Why I Love Twin Peaks (Part I)


     I always remember growing up hearing how Twin Peaks was mentioned as such the strangest of shows. It was the first time I heard the term Cult Show. That’s a pretty succinct way of nailing that down. As there weren’t many shows available on VHS, I didn’t really get much of a chance to watch it. Until 2001, when the first season was released. Then in 2007, the entire series was bestowed upon us (season 2 wasn’t released till then as well), and I was finally able to find out the truth about this strange, fucked up little town. The title sequence, while a bit long, mischievously misleads the audience into thinking it’s a sweet, small town drama. Oh shit, this is not that show. I came to realize that the title sequence was a way to troll prime time audiences into watching it. Brilliant. Then as the show unfolds, the sequence gets all the more creepy. The theme song seems to long for a peace that the town will never achieve again. And all because of the death of a teenage girl named Laura Palmer.

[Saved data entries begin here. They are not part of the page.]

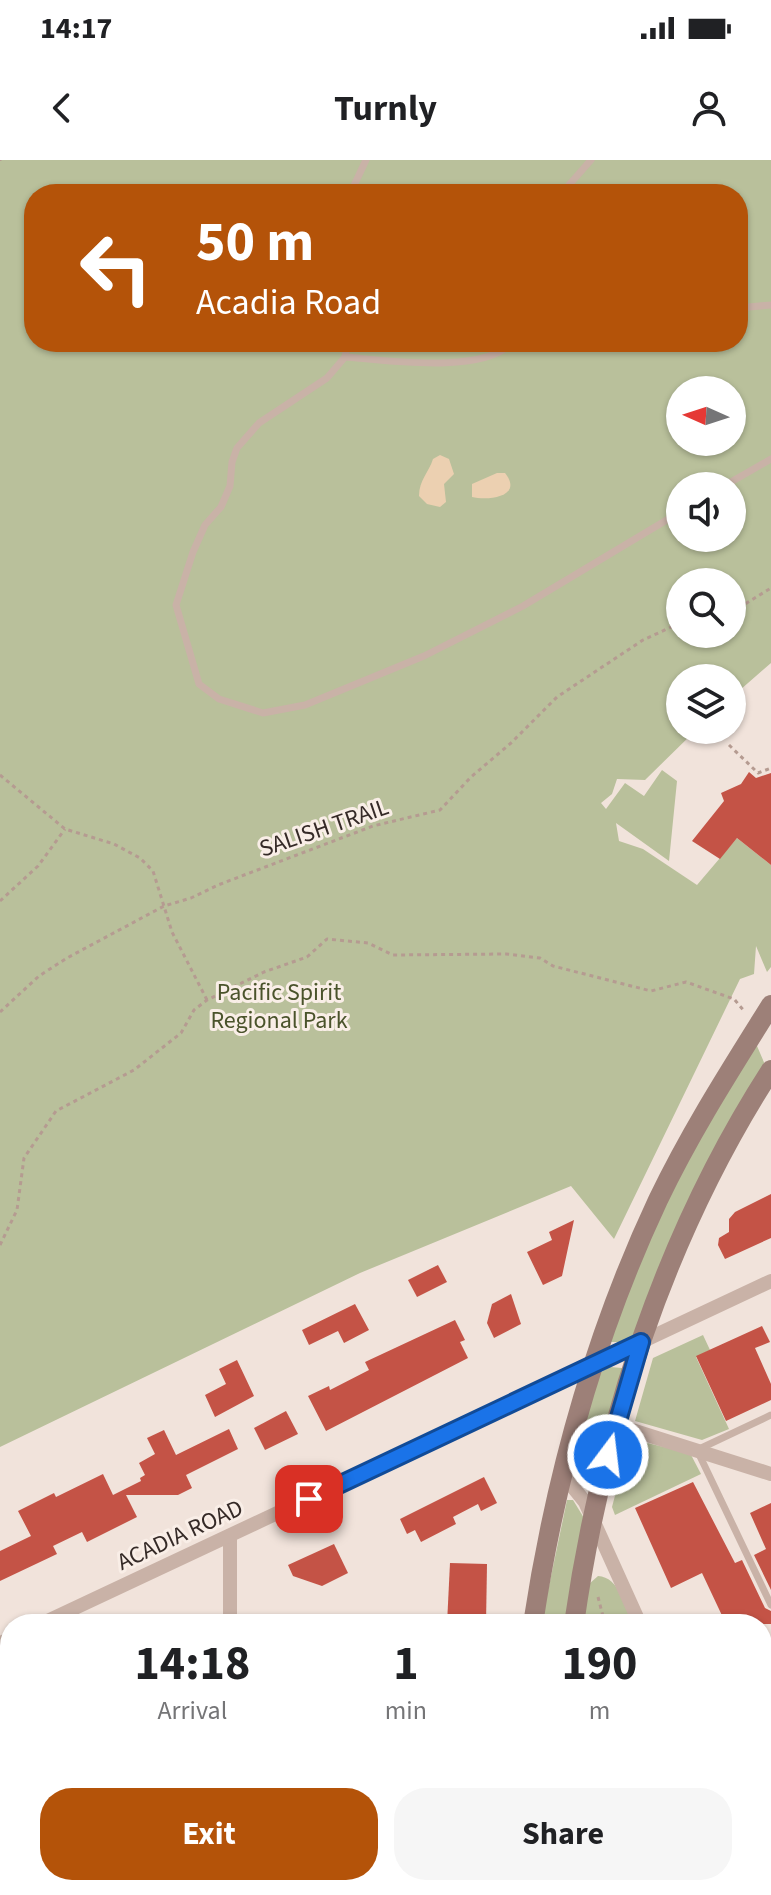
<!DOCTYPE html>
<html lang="en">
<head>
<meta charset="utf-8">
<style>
  body { margin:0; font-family:"Source Sans 3",sans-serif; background:#f6f6f6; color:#202124; height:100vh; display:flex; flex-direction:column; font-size:30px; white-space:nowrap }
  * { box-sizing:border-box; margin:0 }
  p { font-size:26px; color:#757577 }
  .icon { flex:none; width:44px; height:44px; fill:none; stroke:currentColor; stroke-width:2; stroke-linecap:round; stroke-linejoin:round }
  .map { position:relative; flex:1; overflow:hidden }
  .side { position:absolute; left:0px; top:1454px; width:772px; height:282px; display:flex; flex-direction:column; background:#fff; border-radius:32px 32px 0 0; box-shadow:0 2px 6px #0004 }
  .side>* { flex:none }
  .top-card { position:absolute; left:24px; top:24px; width:724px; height:168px; border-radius:32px; box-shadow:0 2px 6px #0004; background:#b45309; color:#fff; overflow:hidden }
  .needle { width:52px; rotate:273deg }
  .tools { position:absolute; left:666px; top:216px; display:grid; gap:16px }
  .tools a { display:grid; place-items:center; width:80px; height:80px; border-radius:50%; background:#fff; box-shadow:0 2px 6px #0004; font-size:40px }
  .pin { position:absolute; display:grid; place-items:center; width:68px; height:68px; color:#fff; margin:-34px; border-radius:16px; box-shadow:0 4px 12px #0006 }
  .me { position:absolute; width:88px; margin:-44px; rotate:15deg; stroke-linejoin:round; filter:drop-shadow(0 0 6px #0008) }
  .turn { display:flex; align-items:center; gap:28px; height:168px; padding:0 40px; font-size:36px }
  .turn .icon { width:104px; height:104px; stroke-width:2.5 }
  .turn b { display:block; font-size:56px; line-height:68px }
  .eta { display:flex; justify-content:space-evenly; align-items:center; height:136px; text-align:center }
  .eta b { font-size:48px; font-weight:700; line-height:56px }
  .action { display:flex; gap:16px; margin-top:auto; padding:16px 40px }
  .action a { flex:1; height:92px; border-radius:32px; background:#b45309; color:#fff; font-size:32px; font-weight:700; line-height:92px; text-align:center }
  .action a+a { background:#f6f6f6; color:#202124 }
  .status { display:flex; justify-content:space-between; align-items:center; height:56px; padding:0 40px; background:#fff; direction:ltr }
  .status svg { height:22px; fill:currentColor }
  header { display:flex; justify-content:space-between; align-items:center; height:104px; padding:0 40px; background:#fff; font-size:36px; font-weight:700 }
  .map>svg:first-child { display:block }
  .green { fill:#b9c09b; fill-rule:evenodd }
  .sand { fill:#ecd0b1 }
  .building { fill:#c45346 }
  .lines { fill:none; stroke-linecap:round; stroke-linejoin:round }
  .path { stroke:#b59b91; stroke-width:3; stroke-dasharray:4 4; stroke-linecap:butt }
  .service { stroke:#c9b2a7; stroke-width:7 }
  .minor { stroke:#c9b2a7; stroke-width:14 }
  .secondary { stroke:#9d8078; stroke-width:20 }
  .route-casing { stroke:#114b97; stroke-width:20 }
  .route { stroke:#1a73e8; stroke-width:14 }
  .labels { text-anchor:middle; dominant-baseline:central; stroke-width:6; stroke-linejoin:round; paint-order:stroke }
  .street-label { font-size:24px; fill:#352a27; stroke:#f9eee7 }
  .park-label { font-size:24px; fill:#4a532b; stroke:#f9eee7 }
</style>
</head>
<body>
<div class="status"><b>14:17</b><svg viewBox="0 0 49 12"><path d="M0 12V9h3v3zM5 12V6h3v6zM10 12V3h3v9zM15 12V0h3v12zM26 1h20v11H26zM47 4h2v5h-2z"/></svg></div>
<header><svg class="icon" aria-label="back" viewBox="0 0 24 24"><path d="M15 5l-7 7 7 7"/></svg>Turnly<svg class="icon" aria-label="person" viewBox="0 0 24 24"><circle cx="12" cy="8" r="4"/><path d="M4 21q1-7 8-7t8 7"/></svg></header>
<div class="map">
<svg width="771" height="1735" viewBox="0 0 771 1735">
  <rect width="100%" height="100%" fill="#f1e3db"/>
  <g class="green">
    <path d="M0,0h771v503l-39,34v-19h-52v52h16l-51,50 -28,-1 -5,15 -11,9 5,6 19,-26 19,13 18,-26 15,11 -8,80 -53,-38 3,18 24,8 54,36 40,-47 34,27v102l-4,5 -11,-26 -2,28 -14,5 -126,260 -43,-53 -211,87 -360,174zM34,34h704v148h-704zM680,230h52v52h-52zM680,326h52v52h-52zM680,422h52v52h-52z"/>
    <path d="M752,885l5,1 9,21 -129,267 -17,8h-9c28,-107 87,-201 141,-297z"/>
    <polygon points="703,1175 710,1190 696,1197 729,1269 702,1280 635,1261 653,1198"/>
    <polygon points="610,1207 622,1208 622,1213 593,1319 586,1321 574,1299 598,1214"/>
    <polygon points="630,1279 690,1293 701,1314 615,1355 612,1347"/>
    <polygon points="567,1340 573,1340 584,1358 568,1464 541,1464"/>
    <path d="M598,1416c21,1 28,31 36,48h-51l6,-40z"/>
    <polygon points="573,1726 755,1726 760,1735 573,1735"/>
  </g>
  <g class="sand">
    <path d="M440,295l9,4 5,15 -10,10 2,18 -6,5 -13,-3 -8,-8c0,-16 10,-24 14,-37z"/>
    <path d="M497,313h8c19,24 -17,28 -33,24v-13z"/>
  </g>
  <g class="building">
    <polygon points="749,612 756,618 771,613 771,705 737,678 720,699 692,681 724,641 721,633 741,624"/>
    <polygon points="771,1034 771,1078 725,1099 718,1085 719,1078 729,1072 729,1059 735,1052"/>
    <polygon points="574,1060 562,1116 543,1125 527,1092 552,1080 549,1072"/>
    <polygon points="438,1105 447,1122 417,1137 408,1120"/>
    <polygon points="511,1134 521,1164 494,1178 487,1163 492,1144"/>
    <polygon points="355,1144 369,1170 344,1183 338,1171 309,1185 302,1170"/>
    <polygon points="455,1160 465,1180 460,1182 468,1198 326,1271 308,1236 329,1226 330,1230 369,1210 365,1202"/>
    <polygon points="762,1166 770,1182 755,1188 771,1224 771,1240 726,1261 696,1196"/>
    <polygon points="237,1200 254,1236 215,1257 205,1235 226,1224 219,1209"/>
    <polygon points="286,1251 298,1274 265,1290 254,1268"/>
    <polygon points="229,1269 238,1289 186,1315 192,1328 178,1335 126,1335 137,1357 87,1382 82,1372 53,1386 57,1394 0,1421 0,1391 31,1376 18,1351 54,1333 56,1337 103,1314 113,1335 141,1321 140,1318 145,1315 139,1303 155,1294 147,1278 164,1270 176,1295"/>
    <polygon points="484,1317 497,1343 481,1351 478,1344 453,1357 456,1364 421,1382 415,1370 407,1374 400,1359"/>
    <polygon points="693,1322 735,1403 742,1400 765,1448 771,1451 771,1464 726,1464 702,1413 671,1428 635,1348"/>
    <polygon points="771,1343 771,1430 754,1395 766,1389 750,1353"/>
    <polygon points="334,1384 348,1413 322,1426 293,1416 288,1405"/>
    <polygon points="450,1403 487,1404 486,1464 447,1464"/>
  </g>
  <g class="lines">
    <g class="path">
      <polyline points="0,1 0,0"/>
      <polyline points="732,452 771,428"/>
      <polyline points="729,585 758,613 771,608"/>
      <polyline points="0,615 65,669 114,684 140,698 153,711 172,772 207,840"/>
      <polyline points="0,741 38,706 65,669"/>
      <polyline points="0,852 39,816 67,798 164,746 191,738 218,725 373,666 440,650 471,617 511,583 557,537 643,480 680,463"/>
      <polyline points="0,1085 17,1050 24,998 56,951 134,910 181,873 194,850 207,840 264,812 307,797 327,779 368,783 393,795 506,794 540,798 553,806 651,831 686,822 734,839 745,852"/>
      <polyline points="598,1437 605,1464"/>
      <polyline points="706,1464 722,1456"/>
      <polyline points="614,1726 618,1735"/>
      <polyline points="716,1735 717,1726"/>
    </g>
    <g class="service">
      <polyline points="350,34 366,0"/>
      <polyline points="561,34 591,0"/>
      <polyline points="738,148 771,145"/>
      <polyline points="348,182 345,197 327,218 259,263 237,288 232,302 230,326 221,347 205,365 193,392 176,445 199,524 219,539 263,553 305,545 424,496 523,446 680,352"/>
      <path d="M345,197c39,3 140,18 167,-15"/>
      <polyline points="724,326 771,299"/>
      <polyline points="771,1255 697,1290 771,1445"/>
      <polyline points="762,1656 771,1652"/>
    </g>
    <g class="minor">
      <polyline points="616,1265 771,1314"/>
      <polyline points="564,1316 585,1342 640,1464"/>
      <polyline points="230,1376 230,1464"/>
      <polyline points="41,1464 771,1121"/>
      <polyline points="0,1483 10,1479"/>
      <polyline points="762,1721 769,1735"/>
      <polyline points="231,1726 232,1735"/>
      <polyline points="187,1735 206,1726"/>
    </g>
    <g class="secondary">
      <path d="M533,1464c22,-145 63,-292 125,-424 33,-69 73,-131 113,-195"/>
      <path d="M574,1464c28,-195 90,-388 197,-554"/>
      <polyline points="522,1726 523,1735"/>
      <polyline points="561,1726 561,1735"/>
    </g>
  </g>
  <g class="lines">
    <defs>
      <polyline id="route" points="309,1339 641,1182 608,1295"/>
    </defs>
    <use href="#route" class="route-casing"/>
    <use href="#route" class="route"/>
  </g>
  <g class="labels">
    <g class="street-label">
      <text transform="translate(324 668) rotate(-19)">SALISH TRAIL</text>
      <text transform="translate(180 1375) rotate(-25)">ACADIA ROAD</text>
    </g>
    <g class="park-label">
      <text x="279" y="832">Pacific Spirit<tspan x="279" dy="28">Regional Park</tspan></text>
    </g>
  </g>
</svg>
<div class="tools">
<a><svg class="needle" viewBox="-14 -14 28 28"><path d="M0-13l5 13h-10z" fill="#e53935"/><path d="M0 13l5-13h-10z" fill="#757577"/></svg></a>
<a><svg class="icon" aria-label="sound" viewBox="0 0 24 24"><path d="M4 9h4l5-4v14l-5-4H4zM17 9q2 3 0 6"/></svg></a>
<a><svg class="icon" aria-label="search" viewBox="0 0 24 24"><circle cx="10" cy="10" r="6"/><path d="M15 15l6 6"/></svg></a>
<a><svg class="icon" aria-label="layers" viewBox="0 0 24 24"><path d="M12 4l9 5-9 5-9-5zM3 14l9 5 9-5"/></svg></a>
</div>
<div class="pin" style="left:309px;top:1339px;background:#d93025"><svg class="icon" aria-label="arrive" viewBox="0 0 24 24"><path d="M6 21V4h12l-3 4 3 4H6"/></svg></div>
<svg class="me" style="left:608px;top:1295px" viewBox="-20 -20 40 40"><circle r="17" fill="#1a73e8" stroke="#fff" stroke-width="3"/><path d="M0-11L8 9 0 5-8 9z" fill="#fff"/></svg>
<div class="top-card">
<div class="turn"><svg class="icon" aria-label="left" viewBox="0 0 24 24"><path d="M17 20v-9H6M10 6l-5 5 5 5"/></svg><div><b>50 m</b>Acadia Road</div></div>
</div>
<section class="side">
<div class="eta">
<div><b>14:18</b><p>Arrival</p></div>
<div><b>1</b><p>min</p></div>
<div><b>190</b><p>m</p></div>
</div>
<div class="action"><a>Exit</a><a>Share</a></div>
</section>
</div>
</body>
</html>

     On the show Laura Palmer comes off as more of a mythic figure.  Her death had sent shockwaves through out the town. When the principal of the school ends the school day because of a student’s death, it leaves a lot to the imagination that one person could affect so many people, classmates and adults alike. That’s the draw, the lynchpin to the whole thing. Her death begins the unraveling of this town’s darkest secrets. The crafting of this simple mythology, among the mundane dealings of life, manages to cast a spell that is hard to shake. The more and you uncover the truth of who Laura was and what shady shit she was up to, you will never be able to forget it.
     In a sea of dark surrealistic moments comes FBI Agent Dale Cooper. In true David Lynch fashion, he exists as our way in, our eyes and ears in a style befitting Raymond Chandler. The man loves pies and a damn fine cup of coffee, with an infectious sunny disposition. It’s through him that we see the Red Room, and get to meet The Man From Another Place, which is where shit starts to get really fucking crazy. I don’t want to put anyone off, but good luck trying to explain Bob as a concept and a character. Where Dale meets Laura in a dream and she tells him who killed her. Granted, he forgets what she says, but it is a great launching point for the character. Cooper is such a sweet, lovable character, that the fate that befalls him in the finale caused fans to get angry, clamoring for some sort of resolution, one we never thought we’d get.
     I feel like I’m short changing the residents of this town, and they are aplenty. Yes, there is the infamous Log Lady (she walks around with a log that claims to be sentient), Sheriff Harry S. Truman, the grounded reality of the show, Deputy Andy, Audrey, Shelly and Leo, Laura’s parents, Jimmy, Bobby, you’re getting the picture. They all play a part in the mythology, they all have in some sort of away, could be the responsible one in Laura’s death. I might have said too much, or nothing at all…
     One thing that I’ve heard that some fans of the show were not happy with was the fact that we do find out who killed Laura. The original intention of creators David Lynch and Mark Frost was to never reveal who was her killer. They always knew who did it, they just didn’t want to tell you who it was. While that alone is intriguing to me, and the revelation did help cause the show to be canceled, it still plays as a great piece of surrealism. It’s still one of my favorite episodes. The reason to keep watching after that, is that there’s something nefarious lurking beneath the town, the truth about the Black Lodge. And then it’s canceled.
     After 8 years of thinking, “Well, that’s that” the show is being brought back. It’s a treatment to the show’s power, that even though we as fans know who killed Laura Palmer, we just need more of this fucking place. Shit is far from over. Yeah, the show is weird and quirky, but there’s a lot of that on television now, and Twin Peaks was the seed that blossomed a ton of serialized shows (Lost owes a fucking debt to Lynch and Frost). And while the movie followed only a year after the cancelation, not many people were all too pleased with it, as you’ll find out soon.